FILTER() – When, Why, & How to Use It

 
A recent comment/question alerted me to the fact that I’ve never devoted a post just to this very useful (and often misunderstood) function.  Time to correct that.

The #1 Reason to Use FILTER – When CALCULATE Breaks Down

A function 'CALCULATE' has been used in a Boolean expression that is used as a table filter expression. This is not allowed.

Does this Mysterious Error Look Familiar?

 

A function 'CALCULATE' has been used in a Boolean expression that is used as a table filter expression. This is not allowed.

Different Formula, Same Error

What’s Wrong With Those Formulas?

The thing both of those formulas have in common is that they are using a measure in the filter argument of the CALCULATE function.  In both examples here, I’ve highlighted the offending measure in yellow.

CALCULATE([Sightings per Year], [Avg Sighting Length in Mins]>6)

CALCULATE([Sightings per Year],
   Observations[TTL Min]>[Avg Sighting Length in Mins])

In the first formula, I was trying to use a measure on the left side of the comparison, and in the second, I was trying to use a measure on the right side of the comparison.  Both are illegal.

CALCULATE expects its filter arguments to take the form of Column=Fixed Value, or >Fixed Value, <= Fixed Value, etc., where “Fixed Value” is a specific number (like 6), a specific text string (like “Regular”), or a specific date.  So my first formula violates the rule that a column name is required on the left.  And my second formula violates the rule where a fixed value (not an expression or a measure) is required on the right.
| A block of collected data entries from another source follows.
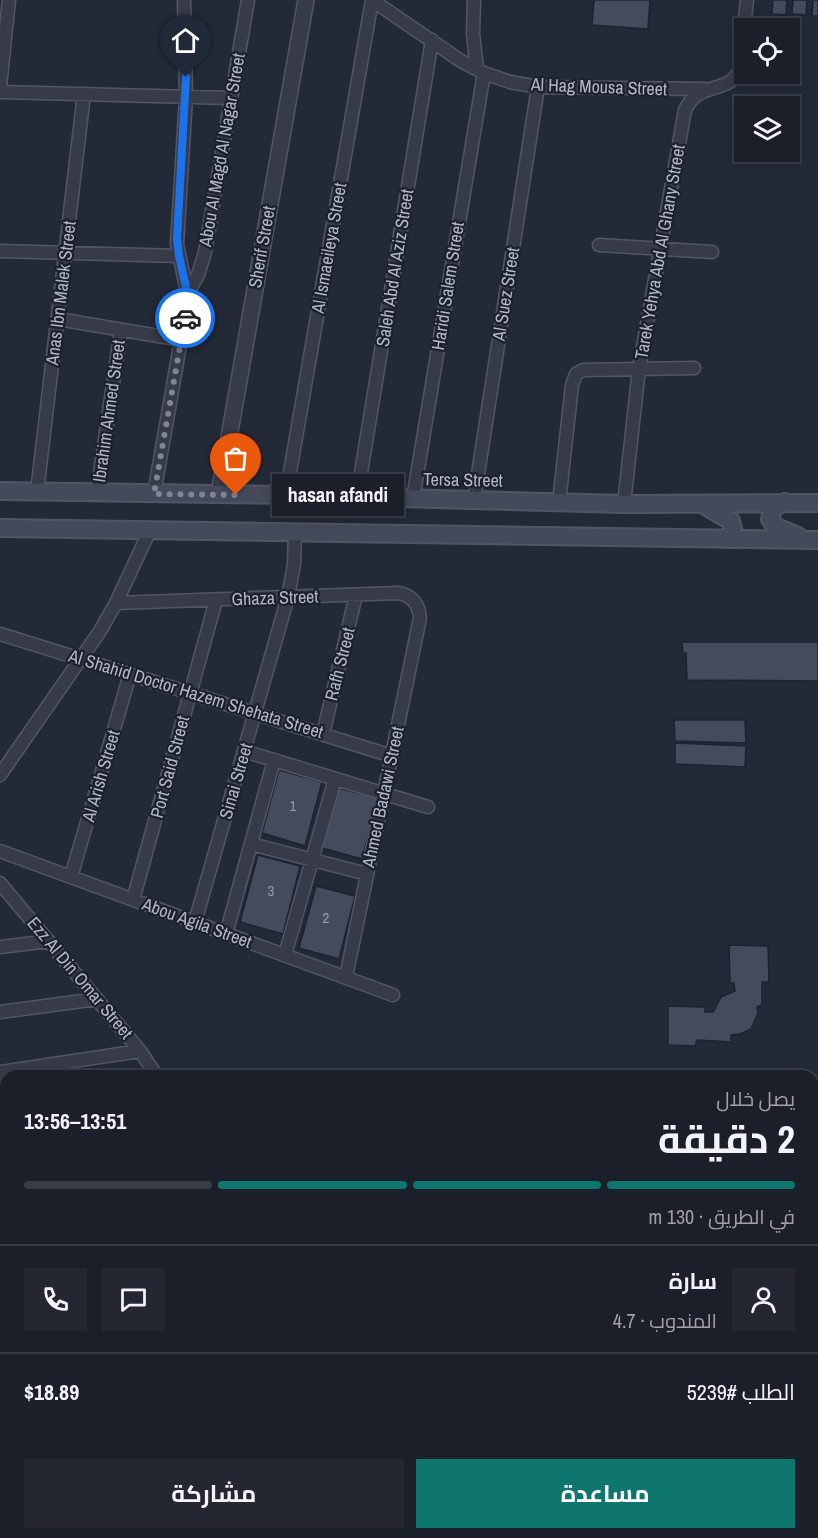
<!DOCTYPE html>
<html lang="ar">
<head>
<meta charset="utf-8">
<style>
  :root { --surface:#1b1f2a; --page:#242732; --text:#f1f3f6; --muted:#a0a2a8; --line:#393d47; --accent:#0f766e }
  body { margin:0; font-family:"Archivo Narrow",Cairo,sans-serif; background:var(--page); color:var(--text); direction:rtl; height:100vh; display:flex; flex-direction:column; font-size:22px; white-space:nowrap }
  * { box-sizing:border-box; margin:0 }
  p { font-size:20px; color:var(--muted) }
  .icon { flex:none; width:33px; height:33px; fill:none; stroke:currentColor; stroke-width:2; stroke-linecap:round; stroke-linejoin:round }
  .map { position:relative; flex:1; overflow:hidden; direction:ltr }
  .sheet { position:absolute; left:0px; top:1070px; width:819px; height:470px; display:flex; flex-direction:column; background:var(--surface); border-radius:18px 18px 0 0; box-shadow:0 3px 15px #0003,0 0 0 2px var(--line); direction:rtl }
  .sheet>* { flex:none }
  .tools { position:absolute; left:734px; top:18px; display:grid; gap:12px }
  .tools a { display:grid; place-items:center; width:66px; height:66px; border-radius:0px; background:var(--surface); box-shadow:0 3px 15px #0003,0 0 0 2px var(--line); font-size:30px }
  .pin { position:absolute; display:grid; place-items:center; width:51px; height:51px; color:#fff; margin:-62px -26px; border-radius:50% 50% 50% 0; rotate:-45deg; box-shadow:0 0 6px #0007 }
  .pin .icon { rotate:45deg }
  .courier { position:absolute; display:grid; place-items:center; width:60px; height:60px; margin:-30px; border:4px solid #1a73e8; border-radius:50%; background:#fff; color:#222; box-shadow:0 2px 8px #0007 }
  .bubble { position:absolute; height:42px; border-radius:0px; background:var(--surface); box-shadow:0 3px 15px #0003,0 0 0 2px var(--line); font-size:20px; font-weight:700; line-height:42px; text-align:center; direction:rtl }
  .head em { font-style:normal; font-weight:700 }
  .head div { display:flex; flex-direction:column-reverse }
  .head { display:flex; align-items:center; justify-content:space-between; height:102px; padding:0 24px }
  h1 { font-size:39px; font-weight:700; line-height:45px }
  .bar { display:grid; grid-template-columns:repeat(4,1fr); gap:9px 6px; align-content:center; height:72px; padding:0 24px }
  .bar i { height:8px; border-radius:4px; background:var(--line) }
  .bar .active { background:var(--accent) }
  .bar p { grid-column:span 4 }
  .line { display:flex; align-items:center; gap:15px; padding:0 24px; border-top:2px solid var(--line) }
  .line div { flex:1 }
  .round { display:grid; place-items:center; flex:none; width:63px; height:63px; border-radius:0px; background:var(--page) }
  .cta { display:flex; gap:12px; margin-top:auto; padding:12px 24px }
  .cta a { flex:1; height:69px; border-radius:0px; background:var(--accent); color:#fff; font-size:24px; font-weight:700; line-height:69px; text-align:center }
  .cta a+a { background:var(--page); color:var(--text) }
  .map>svg:first-child { display:block }
</style>
</head>
<body>
<div class="map">
<svg width="818" height="1538" viewBox="0 0 818 1538">
  <rect width="100%" height="100%" fill="#242938"/>
  <path fill="#454b5d" stroke="#1e2230" stroke-width="1.5" d="M 594,0 L 650,0 L 648,29 L 592,25 Z
    M 773,0 L 787,0 L 786,15 L 772,14 Z
    M 793,0 L 807,0 L 806,15 L 792,14 Z
    M 813,0 L 818,0 L 818,16 L 812,16 Z
    M 682,642 L 818,642 L 818,681 L 687,680 L 686,653 L 683,654 Z
    M 674,720 L 745,720 L 746,743 L 675,741 Z
    M 675,743 L 746,746 L 745,767 L 675,764 Z
    M 279,770 L 322,782 L 305,846 L 262,833 Z
    M 338,788 L 378,798 L 362,859 L 322,848 Z
    M 258,855 L 300,866 L 283,934 L 240,922 Z
    M 316,886 L 355,896 L 339,959 L 299,948 Z
    M 729,945 L 768,946 L 769,982 L 762,982 L 762,1005 L 757,1007 L 758,1013 L 751,1029 L 740,1034 L 731,1035 L 731,1042 L 697,1040 L 695,1046 L 668,1045 L 668,1006 L 705,1007 L 705,1012 L 713,1012 L 721,997 L 735,991 L 734,983 L 730,983 Z
    M 814,1098 L 818,1098 L 818,1120 L 814,1120 Z
    M 813,1215 L 818,1215 L 818,1233 L 813,1233 Z"/>
  <g fill="none" stroke-linecap="round" stroke-linejoin="round">
    <g stroke="#525664" stroke-width="15">
      <path id="minor" d="M 372,0 L 461,61 L 484,73 L 510,82 L 538,87 L 704,89
        M 474,0 L 473,34 L 477,69
        M 744,28 L 747,0
        M 0,87 L 9,0
        M 0,92 L 231,98
        M 599,245 L 712,252
        M 0,251 L 179,256
        M 186,296 L 198,275 L 205,252 L 248,0
        M 58,319 L 182,340
        M 37,492 L 84,94
        M 97,493 L 121,330
        M 154,494 L 186,311 L 186,287 L 177,244 L 186,97 L 184,0
        M 286,495 L 372,0
        M 357,497 L 432,40
        M 413,499 L 484,73
        M 474,500 L 538,87
        M 559,502 L 572,385 L 576,374 L 583,370 L 694,368
        M 624,504 L 639,369 L 685,110 C 700,78 733,97 741,65 C 744,55 743,42 744,32
        M 116,603 L 398,593 C 412,595 419,604 420,618 L 346,977
        M 0,634 L 392,756
        M 323,734 L 356,595
        M 244,751 L 428,807
        M 0,775 L 100,631 L 116,603 L 150,530
        M 251,844 L 367,874
        M 0,851 L 393,995
        M 71,877 L 130,674
        M 0,883 L 140,1051 L 157,1076
        M 133,900 L 216,600
        M 195,922 L 288,597 L 294,564 L 295,533
        M 226,934 L 274,760
        M 0,947 L 49,941
        M 285,955 L 335,779
        M 0,1012 L 97,999
        M 0,1072 L 140,1051
        M 0,1182 L 6,1182
        M 813,1192 L 818,1192
        M 0,1270 L 6,1269
        M 0,1317 L 6,1316
        M 0,1384 L 6,1383
        M 813,1405 L 818,1405
        M 0,1462 L 6,1461
        M 0,1524 L 6,1524
        M 149,1533 L 150,1538
        M 341,1533 L 343,1538
        M 689,1533 L 689,1538
        M 746,1533 L 746,1538
        M 435,1538 L 458,1533"/>
    </g>
    <g stroke="#525664" stroke-width="18">
      <path id="tertiary" d="M 219,494 L 306,0"/>
    </g>
    <g stroke="#525664" stroke-width="20">
      <path id="secondary" d="M 0,491 L 286,495 L 624,504 L 818,503
        M 785,502 L 773,508 L 770,519 L 776,527 L 798,536
        M 702,504 L 731,521 L 733,529 L 728,539
        M 0,528 L 818,540"/>
    </g>
    <use href="#minor" stroke="#373b49" stroke-width="12"/>
    <use href="#tertiary" stroke="#373b49" stroke-width="15"/>
    <use href="#secondary" stroke="#454a5b" stroke-width="16"/>
  </g>
  <g fill="none" stroke-linecap="round" stroke-linejoin="round">
    <path stroke="#808594" stroke-width="6" stroke-dasharray="0 10.8" d="M 185,318 L 154,494 L 236,495"/>
    <path stroke="#1a73e8" stroke-width="8" d="M 185,318 L 186,287 L 179,256 L 177,238 L 186,77"/>
  </g>
  <g text-anchor="middle" stroke-width="4.5" stroke-linejoin="round" paint-order="stroke">
    <g font-size="15" fill="#979bab">
      <text x="293" y="811">1</text>
      <text x="271" y="896">3</text>
      <text x="326" y="923">2</text>
    </g>
    <g font-size="18" fill="#b2b6c5" stroke="#1c202e">
      <text transform="translate(599 87) rotate(2)" y="6">Al Hag Mousa Street</text>
      <text transform="translate(222 150) rotate(-80)" y="6">Abou Al Magd Al Nagar Street</text>
      <text transform="translate(262 247) rotate(-80)" y="6">Sherif Street</text>
      <text transform="translate(329 248) rotate(-80)" y="6">Al Ismaeileya Street</text>
      <text transform="translate(660 252) rotate(-80)" y="6">Tarek Yehya Abd Al Ghany Street</text>
      <text transform="translate(395 268) rotate(-81)" y="6">Saleh Abd Al Aziz Street</text>
      <text transform="translate(448 286) rotate(-81)" y="6">Haridi Salem Street</text>
      <text transform="translate(61 293) rotate(-83)" y="6">Anas Ibn Malek Street</text>
      <text transform="translate(506 294) rotate(-81)" y="6">Al Suez Street</text>
      <text transform="translate(109 411) rotate(-82)" y="6">Ibrahim Ahmed Street</text>
      <text transform="translate(463 480) rotate(1)" y="6">Tersa Street</text>
      <text transform="translate(275 598) rotate(-2)" y="6">Ghaza Street</text>
      <text transform="translate(340 664) rotate(-76)" y="6">Rafh Street</text>
      <text transform="translate(196 694) rotate(17)" y="6">Al Shahid Doctor Hazem Shehata Street</text>
      <text transform="translate(170 767) rotate(-75)" y="6">Port Said Street</text>
      <text transform="translate(101 776) rotate(-74)" y="6">Al Arish Street</text>
      <text transform="translate(236 781) rotate(-74)" y="6">Sinai Street</text>
      <text transform="translate(383 797) rotate(-78)" y="6">Ahmed Badawi Street</text>
      <text transform="translate(197 923) rotate(20)" y="6">Abou Agila Street</text>
      <text transform="translate(80 978) rotate(50)" y="6">Ezz Al Din Omar Street</text>
    </g>
  </g>
</svg>
<div class="tools">
<a><svg class="icon" aria-label="locate" viewBox="0 0 24 24"><circle cx="12" cy="12" r="6"/><path d="M12 2v4M12 18v4M2 12h4M18 12h4"/></svg></a>
<a><svg class="icon" aria-label="layers" viewBox="0 0 24 24"><path d="M12 4l9 5-9 5-9-5zM3 14l9 5 9-5"/></svg></a>
</div>
<div class="pin" style="left:236px;top:495px;background:#ea580c"><svg class="icon" aria-label="bag" viewBox="0 0 24 24"><path d="M5 8h14l-1 12H6zM9 8a3 3 0 0 1 6 0"/></svg></div>
<div class="pin" style="left:186px;top:77px;background:#1f2937"><svg class="icon" aria-label="home" viewBox="0 0 24 24"><path d="M3 11l9-7 9 7M6 9v11h12V9"/></svg></div>
<div class="courier" style="left:185px;top:318px"><svg class="icon" aria-label="car" viewBox="0 0 24 24"><path d="M5 17H2v-5l4-1 3-4h7l3 4 3 1v5h-3M9 17h6M6 11h13"/><circle cx="7" cy="17" r="2"/><circle cx="17" cy="17" r="2"/></svg></div>
<div class="bubble" style="left:272px;top:474px;width:132px">hasan afandi</div>
<section class="sheet">
<div class="head"><div><h1>2 دقيقة</h1><p>يصل خلال</p></div><em>13:51–13:56</em></div>
<div class="bar"><i class="active"></i><i class="active"></i><i class="active"></i><i></i><p>في الطريق · 130 m</p></div>
<div class="line" style="height:108px"><a class="round"><svg class="icon" aria-label="person" viewBox="0 0 24 24"><circle cx="12" cy="8" r="4"/><path d="M4 21q1-7 8-7t8 7"/></svg></a><div><b>سارة</b><p>المندوب · 4.7</p></div><a class="round"><svg class="icon" aria-label="chat" viewBox="0 0 24 24"><path d="M4 5h16v11H9l-5 4z"/></svg></a><a class="round"><svg class="icon" aria-label="phone" viewBox="0 0 24 24"><path d="M5 4h4l2 5-3 2q2 4 5 5l2-3 5 2v4C11 20 4 13 5 4z"/></svg></a></div>
<div class="line" style="height:78px"><div>الطلب #5239</div><b>$18.89</b></div>
<div class="cta"><a>مساعدة</a><a>مشاركة</a></div>
</section>
</div>
</body>
</html>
CALCULATE refuses to let you use variable expressions like measures in these filter arguments largely because “vanilla” CALCULATE is intended to always be fast, and once you start including expressions in these comparisons, your formulas might run a LOT slower.  So this is a good rule really – it forces you to stop and think before accidentally doing something bad.  The error message, of course, could and should be a lot better.

For a bit more explanation on this, see this brief post.

What’s the Solution?

If you look at those two illegal formulas above, they both reflect a perfectly valid intent.  The first formula is attempting to ask for “how many sightings per year would I report if we just counted sightings that lasted more than 6 minutes” and the second is asking for “how many sightings per year are above average in length.”
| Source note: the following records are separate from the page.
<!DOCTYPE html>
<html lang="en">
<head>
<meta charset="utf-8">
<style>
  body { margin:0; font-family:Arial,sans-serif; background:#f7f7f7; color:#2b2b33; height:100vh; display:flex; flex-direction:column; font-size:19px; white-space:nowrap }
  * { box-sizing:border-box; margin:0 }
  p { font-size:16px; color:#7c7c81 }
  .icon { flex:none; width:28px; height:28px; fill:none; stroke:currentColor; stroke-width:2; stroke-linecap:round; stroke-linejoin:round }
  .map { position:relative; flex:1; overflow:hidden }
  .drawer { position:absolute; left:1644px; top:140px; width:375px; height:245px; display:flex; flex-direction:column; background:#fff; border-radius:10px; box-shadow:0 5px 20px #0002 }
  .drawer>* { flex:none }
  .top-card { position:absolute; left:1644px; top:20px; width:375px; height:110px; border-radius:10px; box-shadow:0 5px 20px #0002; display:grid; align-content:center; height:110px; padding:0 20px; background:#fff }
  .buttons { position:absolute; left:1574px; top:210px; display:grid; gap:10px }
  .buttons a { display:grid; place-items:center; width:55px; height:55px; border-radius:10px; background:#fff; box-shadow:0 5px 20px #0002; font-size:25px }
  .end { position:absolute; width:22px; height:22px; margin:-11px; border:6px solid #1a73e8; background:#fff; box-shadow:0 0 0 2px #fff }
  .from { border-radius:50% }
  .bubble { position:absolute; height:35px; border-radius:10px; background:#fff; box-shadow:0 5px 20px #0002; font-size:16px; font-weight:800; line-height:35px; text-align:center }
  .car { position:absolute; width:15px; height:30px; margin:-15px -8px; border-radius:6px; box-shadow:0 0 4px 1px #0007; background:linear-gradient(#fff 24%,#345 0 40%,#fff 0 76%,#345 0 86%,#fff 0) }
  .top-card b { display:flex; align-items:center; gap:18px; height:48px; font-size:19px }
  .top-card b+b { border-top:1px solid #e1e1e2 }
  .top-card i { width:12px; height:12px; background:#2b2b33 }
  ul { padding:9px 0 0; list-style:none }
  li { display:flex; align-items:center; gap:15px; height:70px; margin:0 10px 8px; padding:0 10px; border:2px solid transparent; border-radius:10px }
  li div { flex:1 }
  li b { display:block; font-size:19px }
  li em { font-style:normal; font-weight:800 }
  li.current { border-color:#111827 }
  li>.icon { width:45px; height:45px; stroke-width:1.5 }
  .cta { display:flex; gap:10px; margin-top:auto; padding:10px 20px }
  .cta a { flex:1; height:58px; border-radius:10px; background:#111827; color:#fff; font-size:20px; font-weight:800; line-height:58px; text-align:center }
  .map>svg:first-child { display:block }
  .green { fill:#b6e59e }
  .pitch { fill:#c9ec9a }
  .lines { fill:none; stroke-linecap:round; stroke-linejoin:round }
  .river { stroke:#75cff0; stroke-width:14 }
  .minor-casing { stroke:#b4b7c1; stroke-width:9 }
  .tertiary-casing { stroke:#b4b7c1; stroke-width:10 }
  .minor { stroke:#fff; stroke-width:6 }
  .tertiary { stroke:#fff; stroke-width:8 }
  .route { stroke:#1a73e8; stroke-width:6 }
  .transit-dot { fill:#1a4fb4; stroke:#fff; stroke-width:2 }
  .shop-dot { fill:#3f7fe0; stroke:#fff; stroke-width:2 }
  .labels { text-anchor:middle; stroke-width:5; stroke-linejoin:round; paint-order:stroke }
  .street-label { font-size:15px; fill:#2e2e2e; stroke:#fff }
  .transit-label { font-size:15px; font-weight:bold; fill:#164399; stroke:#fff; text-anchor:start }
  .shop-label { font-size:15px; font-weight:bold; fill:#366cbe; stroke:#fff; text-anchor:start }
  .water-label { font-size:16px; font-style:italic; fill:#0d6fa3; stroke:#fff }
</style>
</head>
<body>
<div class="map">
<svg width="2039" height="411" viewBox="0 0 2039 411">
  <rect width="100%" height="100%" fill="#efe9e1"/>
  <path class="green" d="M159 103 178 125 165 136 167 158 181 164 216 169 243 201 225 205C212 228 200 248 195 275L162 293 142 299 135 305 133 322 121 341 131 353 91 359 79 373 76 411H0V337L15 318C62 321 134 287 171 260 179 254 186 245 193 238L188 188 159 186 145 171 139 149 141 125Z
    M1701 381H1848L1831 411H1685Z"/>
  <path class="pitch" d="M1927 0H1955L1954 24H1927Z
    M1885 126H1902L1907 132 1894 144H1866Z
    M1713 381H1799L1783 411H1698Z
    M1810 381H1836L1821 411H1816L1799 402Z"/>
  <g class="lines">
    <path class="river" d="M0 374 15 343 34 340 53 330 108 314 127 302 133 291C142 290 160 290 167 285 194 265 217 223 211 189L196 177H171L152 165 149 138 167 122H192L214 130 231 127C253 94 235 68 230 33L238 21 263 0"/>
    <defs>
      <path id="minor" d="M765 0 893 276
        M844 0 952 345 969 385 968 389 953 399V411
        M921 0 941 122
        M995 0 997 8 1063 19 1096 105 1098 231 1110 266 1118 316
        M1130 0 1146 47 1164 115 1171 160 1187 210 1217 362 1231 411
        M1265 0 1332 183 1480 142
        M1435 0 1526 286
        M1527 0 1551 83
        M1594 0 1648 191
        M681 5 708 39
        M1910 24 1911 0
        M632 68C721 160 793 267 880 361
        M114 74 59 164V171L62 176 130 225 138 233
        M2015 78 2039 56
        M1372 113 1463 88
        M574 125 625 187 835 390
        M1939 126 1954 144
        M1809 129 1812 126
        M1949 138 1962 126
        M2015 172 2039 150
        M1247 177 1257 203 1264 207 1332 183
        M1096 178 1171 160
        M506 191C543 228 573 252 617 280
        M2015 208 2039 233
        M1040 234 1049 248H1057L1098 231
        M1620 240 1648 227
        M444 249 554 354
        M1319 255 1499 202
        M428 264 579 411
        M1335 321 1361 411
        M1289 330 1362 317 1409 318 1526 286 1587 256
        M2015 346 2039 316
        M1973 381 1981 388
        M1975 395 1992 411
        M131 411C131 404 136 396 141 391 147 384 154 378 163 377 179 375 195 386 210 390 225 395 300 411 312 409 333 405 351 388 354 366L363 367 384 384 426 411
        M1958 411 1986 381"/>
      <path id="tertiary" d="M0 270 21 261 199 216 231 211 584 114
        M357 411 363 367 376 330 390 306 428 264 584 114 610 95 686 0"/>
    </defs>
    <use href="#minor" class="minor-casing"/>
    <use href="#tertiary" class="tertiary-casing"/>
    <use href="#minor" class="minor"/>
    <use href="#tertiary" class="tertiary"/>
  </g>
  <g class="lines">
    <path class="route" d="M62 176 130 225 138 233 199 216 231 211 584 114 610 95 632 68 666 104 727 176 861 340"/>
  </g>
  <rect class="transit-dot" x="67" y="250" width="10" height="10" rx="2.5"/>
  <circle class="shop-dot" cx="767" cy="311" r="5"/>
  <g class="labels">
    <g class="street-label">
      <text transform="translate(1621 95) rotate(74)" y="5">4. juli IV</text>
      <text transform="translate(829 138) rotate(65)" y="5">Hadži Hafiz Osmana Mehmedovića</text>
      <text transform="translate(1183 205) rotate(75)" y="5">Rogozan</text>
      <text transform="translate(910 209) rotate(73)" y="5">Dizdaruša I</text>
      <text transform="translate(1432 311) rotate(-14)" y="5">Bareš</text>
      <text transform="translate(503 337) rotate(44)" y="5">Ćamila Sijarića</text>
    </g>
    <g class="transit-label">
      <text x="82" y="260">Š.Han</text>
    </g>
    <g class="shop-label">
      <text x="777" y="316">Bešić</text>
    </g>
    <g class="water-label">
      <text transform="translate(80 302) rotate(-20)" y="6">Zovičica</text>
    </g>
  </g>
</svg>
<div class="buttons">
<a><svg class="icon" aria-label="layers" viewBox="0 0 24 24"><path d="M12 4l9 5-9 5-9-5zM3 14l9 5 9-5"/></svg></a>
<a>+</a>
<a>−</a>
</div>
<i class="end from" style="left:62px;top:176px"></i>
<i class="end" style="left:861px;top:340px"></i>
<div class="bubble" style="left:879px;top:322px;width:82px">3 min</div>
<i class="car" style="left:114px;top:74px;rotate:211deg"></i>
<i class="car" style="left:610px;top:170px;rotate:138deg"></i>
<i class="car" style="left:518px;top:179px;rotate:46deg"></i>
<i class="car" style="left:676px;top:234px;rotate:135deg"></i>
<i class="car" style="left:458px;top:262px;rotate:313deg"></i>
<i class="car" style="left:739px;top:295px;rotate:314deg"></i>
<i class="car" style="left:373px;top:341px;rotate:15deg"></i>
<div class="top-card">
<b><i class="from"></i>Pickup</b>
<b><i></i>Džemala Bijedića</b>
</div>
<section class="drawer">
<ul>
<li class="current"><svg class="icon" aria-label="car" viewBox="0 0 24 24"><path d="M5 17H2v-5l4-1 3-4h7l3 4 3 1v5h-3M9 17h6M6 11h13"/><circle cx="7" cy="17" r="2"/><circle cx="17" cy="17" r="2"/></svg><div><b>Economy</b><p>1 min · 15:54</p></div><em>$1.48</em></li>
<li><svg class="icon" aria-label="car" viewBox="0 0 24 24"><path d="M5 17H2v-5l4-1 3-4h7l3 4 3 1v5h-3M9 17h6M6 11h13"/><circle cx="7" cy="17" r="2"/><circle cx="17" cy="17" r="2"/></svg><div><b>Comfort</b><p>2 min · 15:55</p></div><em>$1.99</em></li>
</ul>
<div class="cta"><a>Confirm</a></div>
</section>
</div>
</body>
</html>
I’m almost regretting my selection of those examples, because they are a bit more complex than necessary to make the fundamental points.  But hey, too late now to change them, so I’ll move quickly.

In the first example, the Avg Sighting Length measure is actually based on a column in my Observations table – each UFO sighting has a [TTL Min] column.  So I could rewrite that filter in the calculate as Observations[TTL Min] > 6 and everything is fixed.

But let’s say I wanted to filter out entire States where the average sighting length was > 6.  Since I don’t have a column in my States table that does that, it’s sensible to use the measure, and that forces me to use FILTER, because FILTER does allow me to use measures in my comparisons:

CALCULATE([Sightings per Year],
   FILTER(States, [Avg Sighting Length in Mins]>6)
)

See that?  The highlighted section took one of the filter arguments to CALCULATE and replaced it with a call to the FILTER function.  The syntax of FILTER is pretty simple, but is explained below.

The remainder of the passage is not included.